Task statement
For each line below that contains the word "inline", make a copy.

*** Given data ***

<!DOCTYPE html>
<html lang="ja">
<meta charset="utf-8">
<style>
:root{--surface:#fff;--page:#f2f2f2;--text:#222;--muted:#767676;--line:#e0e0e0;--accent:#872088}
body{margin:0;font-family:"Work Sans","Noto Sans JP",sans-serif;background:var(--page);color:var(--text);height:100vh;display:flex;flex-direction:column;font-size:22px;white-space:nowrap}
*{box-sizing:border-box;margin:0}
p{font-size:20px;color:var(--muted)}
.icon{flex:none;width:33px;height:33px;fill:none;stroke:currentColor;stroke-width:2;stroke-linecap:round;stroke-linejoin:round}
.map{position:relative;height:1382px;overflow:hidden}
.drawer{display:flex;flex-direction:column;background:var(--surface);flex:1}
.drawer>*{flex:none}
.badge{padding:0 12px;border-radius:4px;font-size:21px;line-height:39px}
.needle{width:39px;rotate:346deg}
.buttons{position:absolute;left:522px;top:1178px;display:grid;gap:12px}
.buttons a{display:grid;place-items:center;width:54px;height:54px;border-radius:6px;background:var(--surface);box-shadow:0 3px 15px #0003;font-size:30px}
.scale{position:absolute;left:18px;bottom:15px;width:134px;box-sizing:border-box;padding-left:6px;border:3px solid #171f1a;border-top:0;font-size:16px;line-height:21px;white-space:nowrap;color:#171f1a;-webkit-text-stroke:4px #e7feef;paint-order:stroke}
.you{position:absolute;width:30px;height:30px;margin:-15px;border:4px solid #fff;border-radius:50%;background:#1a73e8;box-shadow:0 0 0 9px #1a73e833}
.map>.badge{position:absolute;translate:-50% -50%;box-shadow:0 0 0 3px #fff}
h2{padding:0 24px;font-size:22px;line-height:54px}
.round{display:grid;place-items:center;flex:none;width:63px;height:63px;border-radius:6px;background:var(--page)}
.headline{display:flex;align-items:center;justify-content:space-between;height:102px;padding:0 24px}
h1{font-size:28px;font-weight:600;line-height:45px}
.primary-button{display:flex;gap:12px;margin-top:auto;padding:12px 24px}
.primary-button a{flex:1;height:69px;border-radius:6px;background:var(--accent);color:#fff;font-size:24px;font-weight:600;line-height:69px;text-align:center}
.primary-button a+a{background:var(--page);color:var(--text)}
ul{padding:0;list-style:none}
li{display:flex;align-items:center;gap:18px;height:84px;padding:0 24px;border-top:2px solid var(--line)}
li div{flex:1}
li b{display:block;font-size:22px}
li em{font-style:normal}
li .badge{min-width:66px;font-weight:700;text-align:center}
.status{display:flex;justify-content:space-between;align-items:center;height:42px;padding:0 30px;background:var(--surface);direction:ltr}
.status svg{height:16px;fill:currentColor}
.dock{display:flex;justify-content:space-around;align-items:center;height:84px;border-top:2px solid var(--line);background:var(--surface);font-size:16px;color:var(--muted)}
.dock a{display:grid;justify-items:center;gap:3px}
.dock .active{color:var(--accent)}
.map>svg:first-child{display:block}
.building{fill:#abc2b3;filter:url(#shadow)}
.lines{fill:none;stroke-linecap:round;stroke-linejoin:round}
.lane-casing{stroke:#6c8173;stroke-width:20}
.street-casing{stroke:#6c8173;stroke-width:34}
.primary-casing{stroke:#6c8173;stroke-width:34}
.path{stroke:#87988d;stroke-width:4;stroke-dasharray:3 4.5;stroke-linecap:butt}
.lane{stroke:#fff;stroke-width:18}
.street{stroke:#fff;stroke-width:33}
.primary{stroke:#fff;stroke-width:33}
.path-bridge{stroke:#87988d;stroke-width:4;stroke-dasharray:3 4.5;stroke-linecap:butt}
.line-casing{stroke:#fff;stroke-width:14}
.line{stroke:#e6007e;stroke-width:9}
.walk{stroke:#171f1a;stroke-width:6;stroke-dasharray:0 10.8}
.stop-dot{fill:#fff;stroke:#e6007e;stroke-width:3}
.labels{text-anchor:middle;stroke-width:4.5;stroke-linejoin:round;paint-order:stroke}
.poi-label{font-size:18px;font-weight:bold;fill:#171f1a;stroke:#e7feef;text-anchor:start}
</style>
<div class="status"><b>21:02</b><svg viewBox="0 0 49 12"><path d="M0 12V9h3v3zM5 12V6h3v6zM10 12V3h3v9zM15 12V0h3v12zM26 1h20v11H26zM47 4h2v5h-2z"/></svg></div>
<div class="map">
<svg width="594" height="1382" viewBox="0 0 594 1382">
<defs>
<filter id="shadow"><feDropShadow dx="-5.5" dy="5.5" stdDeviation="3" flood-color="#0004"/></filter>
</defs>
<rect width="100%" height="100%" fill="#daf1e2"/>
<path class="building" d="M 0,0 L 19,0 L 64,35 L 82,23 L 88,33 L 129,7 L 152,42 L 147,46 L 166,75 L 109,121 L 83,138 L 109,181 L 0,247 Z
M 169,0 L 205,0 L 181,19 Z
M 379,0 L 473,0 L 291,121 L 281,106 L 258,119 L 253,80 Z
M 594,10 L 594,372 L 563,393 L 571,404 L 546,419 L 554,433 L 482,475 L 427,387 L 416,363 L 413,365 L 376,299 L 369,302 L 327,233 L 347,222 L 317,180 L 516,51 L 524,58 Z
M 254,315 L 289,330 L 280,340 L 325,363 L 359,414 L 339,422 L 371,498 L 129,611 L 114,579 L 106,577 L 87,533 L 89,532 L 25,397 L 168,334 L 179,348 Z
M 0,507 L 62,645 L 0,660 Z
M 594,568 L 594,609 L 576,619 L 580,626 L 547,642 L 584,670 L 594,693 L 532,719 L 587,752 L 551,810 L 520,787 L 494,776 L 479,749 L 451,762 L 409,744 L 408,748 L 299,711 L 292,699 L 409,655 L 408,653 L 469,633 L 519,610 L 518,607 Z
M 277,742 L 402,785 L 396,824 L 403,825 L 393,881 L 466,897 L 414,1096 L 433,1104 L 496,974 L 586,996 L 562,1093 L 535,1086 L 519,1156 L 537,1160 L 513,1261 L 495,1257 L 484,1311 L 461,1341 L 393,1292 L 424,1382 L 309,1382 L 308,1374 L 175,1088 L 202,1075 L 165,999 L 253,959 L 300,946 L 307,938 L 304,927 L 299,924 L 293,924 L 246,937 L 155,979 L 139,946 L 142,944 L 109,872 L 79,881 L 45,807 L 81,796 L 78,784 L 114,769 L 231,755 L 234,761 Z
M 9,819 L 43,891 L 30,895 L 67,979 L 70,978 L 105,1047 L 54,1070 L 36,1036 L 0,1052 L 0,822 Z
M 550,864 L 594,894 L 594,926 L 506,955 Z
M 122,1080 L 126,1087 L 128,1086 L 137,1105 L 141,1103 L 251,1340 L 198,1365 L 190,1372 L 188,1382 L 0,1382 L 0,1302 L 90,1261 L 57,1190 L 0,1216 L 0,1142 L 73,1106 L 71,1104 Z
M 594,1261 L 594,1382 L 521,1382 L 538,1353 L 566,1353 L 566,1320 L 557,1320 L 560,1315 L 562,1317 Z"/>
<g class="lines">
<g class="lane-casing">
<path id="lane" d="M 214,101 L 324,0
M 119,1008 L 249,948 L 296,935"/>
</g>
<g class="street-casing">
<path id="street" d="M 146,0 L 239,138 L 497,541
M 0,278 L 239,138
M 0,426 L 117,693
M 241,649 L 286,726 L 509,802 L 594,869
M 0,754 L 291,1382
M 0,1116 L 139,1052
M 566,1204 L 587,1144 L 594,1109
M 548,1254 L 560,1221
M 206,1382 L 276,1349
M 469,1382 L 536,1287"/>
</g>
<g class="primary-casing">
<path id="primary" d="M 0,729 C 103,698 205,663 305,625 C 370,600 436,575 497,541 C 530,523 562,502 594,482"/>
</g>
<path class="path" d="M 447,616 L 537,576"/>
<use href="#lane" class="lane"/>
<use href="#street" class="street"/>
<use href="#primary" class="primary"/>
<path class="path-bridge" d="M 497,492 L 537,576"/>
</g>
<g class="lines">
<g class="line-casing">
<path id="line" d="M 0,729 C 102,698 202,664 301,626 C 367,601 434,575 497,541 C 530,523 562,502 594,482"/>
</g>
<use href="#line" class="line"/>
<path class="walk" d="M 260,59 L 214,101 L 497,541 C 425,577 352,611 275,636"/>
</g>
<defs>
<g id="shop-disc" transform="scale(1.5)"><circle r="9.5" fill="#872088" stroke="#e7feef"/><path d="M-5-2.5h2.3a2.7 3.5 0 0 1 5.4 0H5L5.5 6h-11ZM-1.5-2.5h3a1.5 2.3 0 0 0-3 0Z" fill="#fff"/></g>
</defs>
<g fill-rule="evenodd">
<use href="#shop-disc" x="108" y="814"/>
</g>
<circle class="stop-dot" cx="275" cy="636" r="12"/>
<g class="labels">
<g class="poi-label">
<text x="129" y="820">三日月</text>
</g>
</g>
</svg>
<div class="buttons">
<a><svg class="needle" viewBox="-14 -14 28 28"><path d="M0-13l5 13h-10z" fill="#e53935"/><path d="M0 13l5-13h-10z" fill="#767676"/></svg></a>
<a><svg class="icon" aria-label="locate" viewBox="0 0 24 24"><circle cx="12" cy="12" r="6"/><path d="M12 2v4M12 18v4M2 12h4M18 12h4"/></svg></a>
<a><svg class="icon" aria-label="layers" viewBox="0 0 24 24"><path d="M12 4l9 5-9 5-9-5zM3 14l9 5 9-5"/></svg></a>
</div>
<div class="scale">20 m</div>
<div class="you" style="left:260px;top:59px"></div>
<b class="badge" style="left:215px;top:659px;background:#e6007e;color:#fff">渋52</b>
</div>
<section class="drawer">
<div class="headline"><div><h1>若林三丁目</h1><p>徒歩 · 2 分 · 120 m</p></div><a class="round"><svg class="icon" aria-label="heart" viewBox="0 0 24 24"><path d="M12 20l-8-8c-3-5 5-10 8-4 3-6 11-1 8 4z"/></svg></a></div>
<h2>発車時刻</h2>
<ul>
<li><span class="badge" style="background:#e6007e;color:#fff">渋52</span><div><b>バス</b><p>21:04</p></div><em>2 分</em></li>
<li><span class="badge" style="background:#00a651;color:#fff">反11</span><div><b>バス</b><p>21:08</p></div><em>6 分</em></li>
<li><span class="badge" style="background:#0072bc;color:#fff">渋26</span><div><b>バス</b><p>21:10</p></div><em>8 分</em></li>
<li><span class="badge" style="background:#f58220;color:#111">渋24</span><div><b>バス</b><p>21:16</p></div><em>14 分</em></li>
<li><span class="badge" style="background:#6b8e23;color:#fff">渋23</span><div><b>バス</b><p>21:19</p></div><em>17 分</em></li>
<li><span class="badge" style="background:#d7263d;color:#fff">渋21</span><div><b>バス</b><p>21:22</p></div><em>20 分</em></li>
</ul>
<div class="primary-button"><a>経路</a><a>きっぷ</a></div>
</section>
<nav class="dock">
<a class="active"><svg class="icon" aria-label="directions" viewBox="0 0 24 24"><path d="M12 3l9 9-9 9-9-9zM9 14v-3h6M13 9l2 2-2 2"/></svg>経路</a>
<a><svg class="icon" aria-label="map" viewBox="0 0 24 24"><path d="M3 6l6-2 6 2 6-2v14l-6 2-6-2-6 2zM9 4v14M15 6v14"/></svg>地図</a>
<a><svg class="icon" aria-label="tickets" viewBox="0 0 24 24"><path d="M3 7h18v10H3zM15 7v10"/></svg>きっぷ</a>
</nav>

*** End of Given data ***
*** Given data ***

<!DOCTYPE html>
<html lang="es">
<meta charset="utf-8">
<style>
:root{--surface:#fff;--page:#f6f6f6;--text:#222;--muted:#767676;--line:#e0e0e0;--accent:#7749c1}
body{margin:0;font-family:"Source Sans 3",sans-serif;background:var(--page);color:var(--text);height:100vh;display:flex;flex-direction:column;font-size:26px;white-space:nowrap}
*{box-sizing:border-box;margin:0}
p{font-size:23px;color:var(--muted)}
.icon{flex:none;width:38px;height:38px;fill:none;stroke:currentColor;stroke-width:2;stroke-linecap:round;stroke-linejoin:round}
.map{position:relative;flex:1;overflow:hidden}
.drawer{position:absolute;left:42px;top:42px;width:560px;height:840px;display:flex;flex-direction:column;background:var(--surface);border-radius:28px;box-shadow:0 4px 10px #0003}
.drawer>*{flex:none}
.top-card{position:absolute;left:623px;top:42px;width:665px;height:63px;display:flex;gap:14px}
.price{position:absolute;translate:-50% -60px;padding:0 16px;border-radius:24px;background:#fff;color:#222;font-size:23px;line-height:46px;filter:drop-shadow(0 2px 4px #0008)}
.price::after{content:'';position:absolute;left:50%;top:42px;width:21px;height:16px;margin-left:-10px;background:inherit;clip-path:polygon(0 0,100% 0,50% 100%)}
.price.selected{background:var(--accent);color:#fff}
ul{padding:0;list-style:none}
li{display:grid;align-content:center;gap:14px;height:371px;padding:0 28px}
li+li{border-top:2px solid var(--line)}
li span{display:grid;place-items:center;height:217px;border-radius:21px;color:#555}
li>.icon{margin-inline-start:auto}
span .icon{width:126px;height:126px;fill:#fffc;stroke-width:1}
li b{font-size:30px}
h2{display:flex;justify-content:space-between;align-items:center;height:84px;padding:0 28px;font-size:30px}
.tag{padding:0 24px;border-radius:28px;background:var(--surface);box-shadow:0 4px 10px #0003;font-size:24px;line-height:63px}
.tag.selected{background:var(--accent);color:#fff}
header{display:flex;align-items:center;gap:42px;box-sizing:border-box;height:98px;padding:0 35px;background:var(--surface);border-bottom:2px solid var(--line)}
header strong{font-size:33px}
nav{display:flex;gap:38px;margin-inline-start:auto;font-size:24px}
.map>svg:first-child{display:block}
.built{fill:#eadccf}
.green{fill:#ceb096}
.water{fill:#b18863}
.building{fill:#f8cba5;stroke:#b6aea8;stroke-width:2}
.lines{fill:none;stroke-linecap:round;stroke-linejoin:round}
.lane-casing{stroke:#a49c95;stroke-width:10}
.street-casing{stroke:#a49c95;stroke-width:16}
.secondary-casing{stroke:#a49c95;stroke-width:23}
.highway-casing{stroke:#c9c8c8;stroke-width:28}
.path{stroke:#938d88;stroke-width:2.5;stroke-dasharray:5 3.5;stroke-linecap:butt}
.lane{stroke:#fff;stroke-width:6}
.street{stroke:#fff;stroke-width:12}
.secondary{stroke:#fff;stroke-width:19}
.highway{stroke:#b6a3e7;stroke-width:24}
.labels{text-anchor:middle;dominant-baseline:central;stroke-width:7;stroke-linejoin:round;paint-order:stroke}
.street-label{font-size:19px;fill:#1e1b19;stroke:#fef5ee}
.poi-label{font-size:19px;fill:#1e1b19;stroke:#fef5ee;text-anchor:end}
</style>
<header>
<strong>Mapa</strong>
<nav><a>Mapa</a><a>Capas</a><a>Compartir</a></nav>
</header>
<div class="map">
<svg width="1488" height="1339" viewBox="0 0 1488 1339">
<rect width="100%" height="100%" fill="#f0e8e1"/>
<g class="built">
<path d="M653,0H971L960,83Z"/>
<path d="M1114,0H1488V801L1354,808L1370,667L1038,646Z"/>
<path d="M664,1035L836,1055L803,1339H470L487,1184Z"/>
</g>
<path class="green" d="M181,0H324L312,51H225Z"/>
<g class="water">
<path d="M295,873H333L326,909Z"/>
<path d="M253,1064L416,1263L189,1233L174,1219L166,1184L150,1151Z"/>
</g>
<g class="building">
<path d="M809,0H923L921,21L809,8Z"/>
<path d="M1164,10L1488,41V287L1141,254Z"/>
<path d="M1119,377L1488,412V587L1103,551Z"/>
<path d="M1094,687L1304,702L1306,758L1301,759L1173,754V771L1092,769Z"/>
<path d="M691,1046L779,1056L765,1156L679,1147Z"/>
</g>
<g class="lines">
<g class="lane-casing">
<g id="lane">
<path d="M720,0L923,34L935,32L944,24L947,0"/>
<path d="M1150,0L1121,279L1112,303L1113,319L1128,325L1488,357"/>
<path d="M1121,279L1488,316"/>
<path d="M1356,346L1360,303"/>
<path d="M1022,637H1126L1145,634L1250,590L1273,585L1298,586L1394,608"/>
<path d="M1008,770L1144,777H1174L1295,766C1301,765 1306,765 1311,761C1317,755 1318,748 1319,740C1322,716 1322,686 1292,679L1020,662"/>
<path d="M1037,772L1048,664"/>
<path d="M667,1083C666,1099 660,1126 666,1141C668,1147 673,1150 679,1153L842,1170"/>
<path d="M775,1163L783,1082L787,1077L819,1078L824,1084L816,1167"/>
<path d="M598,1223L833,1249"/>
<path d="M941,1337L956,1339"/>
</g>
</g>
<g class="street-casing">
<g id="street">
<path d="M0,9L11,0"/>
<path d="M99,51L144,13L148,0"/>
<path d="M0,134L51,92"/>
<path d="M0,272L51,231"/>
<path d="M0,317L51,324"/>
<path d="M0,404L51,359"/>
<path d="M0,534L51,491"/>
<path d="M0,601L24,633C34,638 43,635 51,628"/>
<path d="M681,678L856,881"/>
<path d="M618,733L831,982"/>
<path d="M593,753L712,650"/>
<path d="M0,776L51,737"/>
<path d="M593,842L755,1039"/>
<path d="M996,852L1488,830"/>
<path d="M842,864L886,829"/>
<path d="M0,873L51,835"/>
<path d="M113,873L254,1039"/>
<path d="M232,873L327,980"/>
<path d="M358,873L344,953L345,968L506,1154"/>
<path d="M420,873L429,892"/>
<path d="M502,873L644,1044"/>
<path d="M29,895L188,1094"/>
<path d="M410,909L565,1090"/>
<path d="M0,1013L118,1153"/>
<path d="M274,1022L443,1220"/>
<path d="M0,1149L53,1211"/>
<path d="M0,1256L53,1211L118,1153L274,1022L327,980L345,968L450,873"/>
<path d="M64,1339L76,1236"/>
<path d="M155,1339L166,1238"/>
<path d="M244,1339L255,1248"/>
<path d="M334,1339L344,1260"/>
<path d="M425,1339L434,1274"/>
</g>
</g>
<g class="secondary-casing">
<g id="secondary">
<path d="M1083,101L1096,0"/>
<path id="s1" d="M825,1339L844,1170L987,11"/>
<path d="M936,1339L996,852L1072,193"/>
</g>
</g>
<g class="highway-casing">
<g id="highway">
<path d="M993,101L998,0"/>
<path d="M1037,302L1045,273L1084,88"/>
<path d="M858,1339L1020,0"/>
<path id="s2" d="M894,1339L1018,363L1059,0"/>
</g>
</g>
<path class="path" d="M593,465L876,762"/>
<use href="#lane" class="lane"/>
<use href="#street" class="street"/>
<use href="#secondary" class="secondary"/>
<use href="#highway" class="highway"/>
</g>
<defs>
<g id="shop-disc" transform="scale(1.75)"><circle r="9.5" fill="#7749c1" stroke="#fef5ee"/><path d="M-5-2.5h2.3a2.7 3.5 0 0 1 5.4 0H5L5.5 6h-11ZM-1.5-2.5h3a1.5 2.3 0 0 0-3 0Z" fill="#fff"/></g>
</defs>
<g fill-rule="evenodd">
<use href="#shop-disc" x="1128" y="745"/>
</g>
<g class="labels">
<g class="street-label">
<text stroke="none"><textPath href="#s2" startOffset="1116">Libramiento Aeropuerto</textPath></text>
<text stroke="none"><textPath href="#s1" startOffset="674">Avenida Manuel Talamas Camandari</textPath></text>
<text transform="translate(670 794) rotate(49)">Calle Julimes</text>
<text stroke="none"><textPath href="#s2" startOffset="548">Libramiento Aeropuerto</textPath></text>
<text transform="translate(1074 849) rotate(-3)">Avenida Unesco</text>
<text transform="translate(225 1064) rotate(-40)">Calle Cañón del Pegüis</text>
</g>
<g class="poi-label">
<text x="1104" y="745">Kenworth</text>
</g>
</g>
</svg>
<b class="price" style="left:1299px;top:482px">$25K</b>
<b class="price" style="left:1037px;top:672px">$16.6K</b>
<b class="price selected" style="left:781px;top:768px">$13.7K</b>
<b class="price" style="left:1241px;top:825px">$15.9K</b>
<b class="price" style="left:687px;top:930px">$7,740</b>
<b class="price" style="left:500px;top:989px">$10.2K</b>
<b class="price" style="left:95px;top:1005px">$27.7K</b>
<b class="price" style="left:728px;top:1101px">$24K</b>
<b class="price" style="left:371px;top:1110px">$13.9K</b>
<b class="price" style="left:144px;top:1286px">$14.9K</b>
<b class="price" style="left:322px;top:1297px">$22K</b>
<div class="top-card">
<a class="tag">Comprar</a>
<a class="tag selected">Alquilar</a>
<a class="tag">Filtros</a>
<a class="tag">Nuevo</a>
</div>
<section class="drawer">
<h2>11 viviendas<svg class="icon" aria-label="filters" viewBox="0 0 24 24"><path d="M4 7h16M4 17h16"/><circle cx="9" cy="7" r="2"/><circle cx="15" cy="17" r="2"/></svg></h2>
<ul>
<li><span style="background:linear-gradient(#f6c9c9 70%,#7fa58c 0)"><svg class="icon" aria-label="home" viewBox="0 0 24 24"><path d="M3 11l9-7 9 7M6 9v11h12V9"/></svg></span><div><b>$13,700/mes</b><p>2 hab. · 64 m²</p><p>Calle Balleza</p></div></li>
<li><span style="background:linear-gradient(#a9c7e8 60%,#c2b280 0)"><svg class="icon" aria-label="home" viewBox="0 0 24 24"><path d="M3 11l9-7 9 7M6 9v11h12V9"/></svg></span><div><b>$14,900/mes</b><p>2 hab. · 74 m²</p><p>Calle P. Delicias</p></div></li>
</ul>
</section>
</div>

*** End of Given data ***

Problem solution
li>.icon{margin-inline-start:auto}
nav{display:flex;gap:38px;margin-inline-start:auto;font-size:24px}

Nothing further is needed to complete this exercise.